Formal Foundations of Computer Science 1 -- 7.3 Graphs

Go backward to 7.2 Order Relations
Go up to 7 More on Relations

7.3 Graphs

Basic Notions Throughout this document, we have used graphs as visual illustrations of binary relations. However, we can also consider graphs themselves as mathematical objects that are represented by binary relations. The theory of graphs has many applications in various scientific areas; they can be used to model railroad plans as well as electrical circuits, molecules as well as brain structures.

Definition 123 (Directed Graph) A directed graph (gerichteter Graph) is a pair <V, E> of a set V of vertices (Knoten) or nodes and a set of E of edges (Kanten) or arcs where E is a binary relation on S:

G is directed graph : <=>

   exists V, E:

      G = <V, E> /\

      E subset V x V.

An element <x, y> in E expresses the fact that node x is connected to node y where x is called the initial node of the corresponding edge and y is called its terminal node. Both nodes are then adjazent.

Please note that in above definition of a graph there may be at most one edge between any pair of nodes. A graph with potentially more than one edge between two nodes is called a multigraph (Multigraph) which may be used to describes e.g. multiple roads between two cities. Furthermore, the edges in a graph may be labelled with real values; such a graph is called a weighted graph (gewichteter Graph) and may describe lengths of roads or capacities of water pipes. However, we will not consider the formalization of such graphs in this document.

Example

The graph <N_5, E> with

E = {<0, 1>, <0, 2>, <1, 1>, <1, 2>, <2, 1>, <3, 3>, <4, 0>, <4, 1>}

can be depicted as

or as

i.e., the visual representation of a graph is not unique; vice versa, different visual objects may describe the same graph.

A representation of this graph by a boolean matrix (every edge is denoted by a matrix entry true) is the following:

0 1 2 3 4

0 false true true false false

1 false true true false false

2 false true false false false

3 false false false true false

4 true true false false false

The graph <{a, b, c}, E> with
E = {<a, a>, <a, b>}

can be depicted as

and is represented by the following matrix:

a b c

a true true false

b false false false

c false false false

The matrix representation of a graph used in above example can be formalized as follows.

Definition 124 (Adjacency Matrix) Let G = <V, E> be a directed graph with |V| = n. The adjacency matrix (Adjazenzmatrix, Nachbarschaftsmatrix) of G is the boolean n * n matrix M where M(x, y) = true if and only if <x, y> in E:

adjacency(G) :=

   let V = G₀, E = G₁:

      such M in V x V -> {true, false}:

         (forall x in V, y in V: M(x, y) = true <=> <x, y> in E).

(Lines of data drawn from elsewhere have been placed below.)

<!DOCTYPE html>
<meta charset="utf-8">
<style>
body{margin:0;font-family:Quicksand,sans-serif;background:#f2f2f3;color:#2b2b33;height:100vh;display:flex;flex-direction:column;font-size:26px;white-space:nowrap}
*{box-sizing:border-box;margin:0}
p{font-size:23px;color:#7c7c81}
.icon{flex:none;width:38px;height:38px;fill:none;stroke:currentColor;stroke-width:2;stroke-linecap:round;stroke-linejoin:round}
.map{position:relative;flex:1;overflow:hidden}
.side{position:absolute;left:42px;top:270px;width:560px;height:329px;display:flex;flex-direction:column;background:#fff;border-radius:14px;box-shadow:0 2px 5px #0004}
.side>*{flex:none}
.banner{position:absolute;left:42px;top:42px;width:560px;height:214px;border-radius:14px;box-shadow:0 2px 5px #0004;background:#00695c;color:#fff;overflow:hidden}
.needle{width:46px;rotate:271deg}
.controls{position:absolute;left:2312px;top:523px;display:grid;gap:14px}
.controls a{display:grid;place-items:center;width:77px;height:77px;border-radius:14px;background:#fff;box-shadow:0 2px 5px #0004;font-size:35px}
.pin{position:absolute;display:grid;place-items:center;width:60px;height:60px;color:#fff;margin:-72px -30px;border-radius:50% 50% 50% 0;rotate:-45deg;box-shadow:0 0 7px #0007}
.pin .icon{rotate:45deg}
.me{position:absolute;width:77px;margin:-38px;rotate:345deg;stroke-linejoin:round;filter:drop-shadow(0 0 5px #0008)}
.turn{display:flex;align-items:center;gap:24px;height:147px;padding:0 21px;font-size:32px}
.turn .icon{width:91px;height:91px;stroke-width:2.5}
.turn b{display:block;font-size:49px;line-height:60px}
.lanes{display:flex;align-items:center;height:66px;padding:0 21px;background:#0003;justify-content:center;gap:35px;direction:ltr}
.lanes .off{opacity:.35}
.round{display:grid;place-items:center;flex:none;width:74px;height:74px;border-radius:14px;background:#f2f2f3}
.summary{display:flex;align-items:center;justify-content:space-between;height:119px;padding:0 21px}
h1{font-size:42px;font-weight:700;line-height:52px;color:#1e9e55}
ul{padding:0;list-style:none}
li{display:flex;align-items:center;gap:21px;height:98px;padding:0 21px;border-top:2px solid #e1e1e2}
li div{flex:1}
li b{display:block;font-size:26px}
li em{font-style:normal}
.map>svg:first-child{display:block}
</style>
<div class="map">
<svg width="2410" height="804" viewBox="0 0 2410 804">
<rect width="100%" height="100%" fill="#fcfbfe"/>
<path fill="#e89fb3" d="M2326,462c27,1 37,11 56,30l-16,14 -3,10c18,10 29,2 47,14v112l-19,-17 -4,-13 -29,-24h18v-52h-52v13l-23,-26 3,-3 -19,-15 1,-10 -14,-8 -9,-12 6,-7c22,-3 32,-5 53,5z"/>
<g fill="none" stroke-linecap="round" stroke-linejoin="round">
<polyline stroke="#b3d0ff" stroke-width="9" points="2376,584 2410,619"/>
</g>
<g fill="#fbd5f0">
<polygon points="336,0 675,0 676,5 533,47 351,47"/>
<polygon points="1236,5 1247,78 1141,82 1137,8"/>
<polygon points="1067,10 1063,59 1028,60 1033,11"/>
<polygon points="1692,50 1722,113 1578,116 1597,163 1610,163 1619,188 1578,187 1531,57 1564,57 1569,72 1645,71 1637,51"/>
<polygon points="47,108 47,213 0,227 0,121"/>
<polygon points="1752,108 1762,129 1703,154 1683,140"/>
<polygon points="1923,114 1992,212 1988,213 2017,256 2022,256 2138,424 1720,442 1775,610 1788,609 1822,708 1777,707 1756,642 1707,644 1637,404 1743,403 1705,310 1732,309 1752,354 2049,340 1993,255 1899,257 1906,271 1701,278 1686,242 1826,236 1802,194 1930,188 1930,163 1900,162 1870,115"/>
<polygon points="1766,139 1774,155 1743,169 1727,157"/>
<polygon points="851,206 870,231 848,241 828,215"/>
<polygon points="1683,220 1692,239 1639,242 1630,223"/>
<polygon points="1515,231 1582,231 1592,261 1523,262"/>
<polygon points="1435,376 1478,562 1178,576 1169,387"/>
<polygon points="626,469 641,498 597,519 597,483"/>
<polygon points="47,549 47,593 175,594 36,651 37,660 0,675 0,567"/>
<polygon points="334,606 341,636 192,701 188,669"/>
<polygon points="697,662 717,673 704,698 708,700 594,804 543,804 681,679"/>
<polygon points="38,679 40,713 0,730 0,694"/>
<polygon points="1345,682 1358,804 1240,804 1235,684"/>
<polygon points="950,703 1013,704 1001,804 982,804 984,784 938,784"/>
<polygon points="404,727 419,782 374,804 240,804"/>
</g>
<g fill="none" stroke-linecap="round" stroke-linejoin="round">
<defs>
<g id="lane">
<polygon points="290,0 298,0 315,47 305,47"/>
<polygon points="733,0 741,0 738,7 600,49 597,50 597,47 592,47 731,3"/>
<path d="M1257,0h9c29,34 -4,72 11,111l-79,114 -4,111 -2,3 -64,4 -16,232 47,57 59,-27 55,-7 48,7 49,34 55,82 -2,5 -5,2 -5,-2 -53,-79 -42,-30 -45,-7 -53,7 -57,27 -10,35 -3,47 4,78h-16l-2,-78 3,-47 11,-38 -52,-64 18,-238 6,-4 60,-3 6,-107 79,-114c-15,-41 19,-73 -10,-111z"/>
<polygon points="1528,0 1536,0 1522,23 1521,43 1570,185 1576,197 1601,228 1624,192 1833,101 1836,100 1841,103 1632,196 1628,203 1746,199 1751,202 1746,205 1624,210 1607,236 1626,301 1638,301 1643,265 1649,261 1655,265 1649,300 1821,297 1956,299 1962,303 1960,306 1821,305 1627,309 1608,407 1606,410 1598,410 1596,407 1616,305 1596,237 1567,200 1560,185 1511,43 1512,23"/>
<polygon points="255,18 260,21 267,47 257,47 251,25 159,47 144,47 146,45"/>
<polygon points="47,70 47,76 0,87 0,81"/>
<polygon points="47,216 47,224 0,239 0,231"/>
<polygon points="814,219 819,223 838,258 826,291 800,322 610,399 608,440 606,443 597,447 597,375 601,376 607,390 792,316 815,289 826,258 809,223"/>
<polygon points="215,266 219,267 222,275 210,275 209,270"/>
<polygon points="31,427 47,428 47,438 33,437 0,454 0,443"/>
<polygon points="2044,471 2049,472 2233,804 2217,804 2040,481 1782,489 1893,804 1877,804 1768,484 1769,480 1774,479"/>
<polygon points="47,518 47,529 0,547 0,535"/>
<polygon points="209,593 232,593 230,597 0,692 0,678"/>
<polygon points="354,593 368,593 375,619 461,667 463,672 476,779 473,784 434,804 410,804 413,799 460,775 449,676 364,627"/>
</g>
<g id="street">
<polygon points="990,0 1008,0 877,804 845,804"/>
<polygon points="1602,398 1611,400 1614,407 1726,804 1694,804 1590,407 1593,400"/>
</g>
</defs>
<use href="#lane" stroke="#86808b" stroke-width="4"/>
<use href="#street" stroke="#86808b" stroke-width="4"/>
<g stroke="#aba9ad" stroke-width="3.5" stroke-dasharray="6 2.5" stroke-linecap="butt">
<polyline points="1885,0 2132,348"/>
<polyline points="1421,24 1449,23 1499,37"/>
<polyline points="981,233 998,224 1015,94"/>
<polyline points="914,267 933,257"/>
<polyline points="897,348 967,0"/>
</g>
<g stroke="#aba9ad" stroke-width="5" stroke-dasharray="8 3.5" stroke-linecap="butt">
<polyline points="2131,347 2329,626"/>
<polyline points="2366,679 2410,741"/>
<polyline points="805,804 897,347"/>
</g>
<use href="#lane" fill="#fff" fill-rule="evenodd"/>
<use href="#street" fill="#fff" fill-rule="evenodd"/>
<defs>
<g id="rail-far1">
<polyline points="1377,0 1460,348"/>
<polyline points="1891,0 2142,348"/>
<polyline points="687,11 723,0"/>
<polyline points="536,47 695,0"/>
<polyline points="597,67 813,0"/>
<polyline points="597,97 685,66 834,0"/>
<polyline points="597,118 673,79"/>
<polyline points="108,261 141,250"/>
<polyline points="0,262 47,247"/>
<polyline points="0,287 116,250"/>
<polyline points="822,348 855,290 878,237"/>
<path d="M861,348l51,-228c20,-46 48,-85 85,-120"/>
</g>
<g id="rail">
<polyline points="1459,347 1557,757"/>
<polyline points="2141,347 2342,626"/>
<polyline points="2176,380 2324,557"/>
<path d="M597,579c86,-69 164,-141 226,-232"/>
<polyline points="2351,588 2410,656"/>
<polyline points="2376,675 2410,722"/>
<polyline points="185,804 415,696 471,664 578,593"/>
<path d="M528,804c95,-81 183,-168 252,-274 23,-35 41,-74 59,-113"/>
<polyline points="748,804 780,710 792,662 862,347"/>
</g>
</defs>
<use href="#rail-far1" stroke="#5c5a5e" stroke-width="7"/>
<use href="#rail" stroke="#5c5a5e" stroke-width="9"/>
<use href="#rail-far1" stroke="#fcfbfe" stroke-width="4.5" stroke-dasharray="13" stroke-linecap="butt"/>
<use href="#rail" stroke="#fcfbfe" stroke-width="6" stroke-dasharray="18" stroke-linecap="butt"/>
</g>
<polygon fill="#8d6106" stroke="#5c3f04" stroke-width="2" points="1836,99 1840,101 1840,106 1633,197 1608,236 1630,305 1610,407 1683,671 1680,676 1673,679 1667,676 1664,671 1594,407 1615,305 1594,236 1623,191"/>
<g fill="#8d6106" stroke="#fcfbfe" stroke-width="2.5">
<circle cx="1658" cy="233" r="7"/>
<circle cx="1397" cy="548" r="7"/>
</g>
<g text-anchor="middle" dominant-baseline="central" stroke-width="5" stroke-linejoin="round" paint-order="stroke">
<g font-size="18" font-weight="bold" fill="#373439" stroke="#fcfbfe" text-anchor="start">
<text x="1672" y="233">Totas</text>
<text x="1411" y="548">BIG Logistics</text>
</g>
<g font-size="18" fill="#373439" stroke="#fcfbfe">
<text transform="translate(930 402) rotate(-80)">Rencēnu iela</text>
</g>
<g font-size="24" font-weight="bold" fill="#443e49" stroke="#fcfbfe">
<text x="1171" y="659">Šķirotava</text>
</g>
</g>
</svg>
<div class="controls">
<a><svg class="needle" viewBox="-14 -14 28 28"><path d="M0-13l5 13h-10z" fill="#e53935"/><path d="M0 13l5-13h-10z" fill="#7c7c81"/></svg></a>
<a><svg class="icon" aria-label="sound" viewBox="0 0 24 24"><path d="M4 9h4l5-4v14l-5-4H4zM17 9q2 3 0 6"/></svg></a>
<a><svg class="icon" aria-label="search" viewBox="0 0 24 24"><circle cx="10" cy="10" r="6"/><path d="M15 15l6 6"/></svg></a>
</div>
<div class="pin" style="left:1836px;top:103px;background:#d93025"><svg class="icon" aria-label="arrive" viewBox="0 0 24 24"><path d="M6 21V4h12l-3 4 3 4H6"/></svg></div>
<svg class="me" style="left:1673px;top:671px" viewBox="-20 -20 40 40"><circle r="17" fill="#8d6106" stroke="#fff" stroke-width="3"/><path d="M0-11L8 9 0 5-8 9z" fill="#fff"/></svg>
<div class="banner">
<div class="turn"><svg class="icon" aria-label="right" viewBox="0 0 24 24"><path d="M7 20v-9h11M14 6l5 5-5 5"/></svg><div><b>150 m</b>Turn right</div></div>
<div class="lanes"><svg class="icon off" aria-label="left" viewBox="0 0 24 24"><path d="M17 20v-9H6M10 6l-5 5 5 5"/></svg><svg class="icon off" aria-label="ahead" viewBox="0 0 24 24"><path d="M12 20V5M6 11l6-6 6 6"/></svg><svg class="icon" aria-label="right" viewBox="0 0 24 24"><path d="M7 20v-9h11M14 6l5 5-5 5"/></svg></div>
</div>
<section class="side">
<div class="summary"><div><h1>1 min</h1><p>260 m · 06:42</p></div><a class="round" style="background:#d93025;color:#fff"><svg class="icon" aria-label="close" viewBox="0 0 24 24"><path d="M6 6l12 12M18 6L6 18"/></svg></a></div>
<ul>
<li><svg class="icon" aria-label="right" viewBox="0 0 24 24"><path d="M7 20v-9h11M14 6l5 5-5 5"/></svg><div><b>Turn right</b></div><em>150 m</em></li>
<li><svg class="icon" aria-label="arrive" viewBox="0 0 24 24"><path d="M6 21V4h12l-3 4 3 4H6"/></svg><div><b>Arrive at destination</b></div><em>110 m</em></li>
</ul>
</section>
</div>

The adjacency matrix is the typical implementation of a graph in a computer; most graph algorithms operate with this representation.

Example Let R and S be binary relations on N_n for some n in N. The composition of R and S is

R o S = {<a, c>: a in N_n /\ c in N_n /\ (exists b: <a, b> in R /\ <b, c> in S)}.

For the corresponding adjacency matrix, we thus have

forall i in N_n, j in N_n:

   adjacency(<N_n, R o S>)_{i, j} = true <=>

      exists k in N_n: A_{i, k} = true /\ B_{k, j} = true

      where A = adjacency(<N_n, R>), B = adjacency(<N_n, S>).

Written as a Java method, the composition of two adjacency matrices A and B giving a result matrix C resembles matrix multiplication:

void compose(int n, boolean[][] A, boolean[][] B, boolean[][] C)
{
  for (int i=0; i<n; i++)
    for (int j=0; j<n; j++)
    {
      C[i][j] = false;
      for (int k=0; k<n; k++)
        C[i][j] = C[i][j] || (A[i][k] && B[k][j]);
    }
  return C;
}

In some graphs, the direction of the edges does not matter.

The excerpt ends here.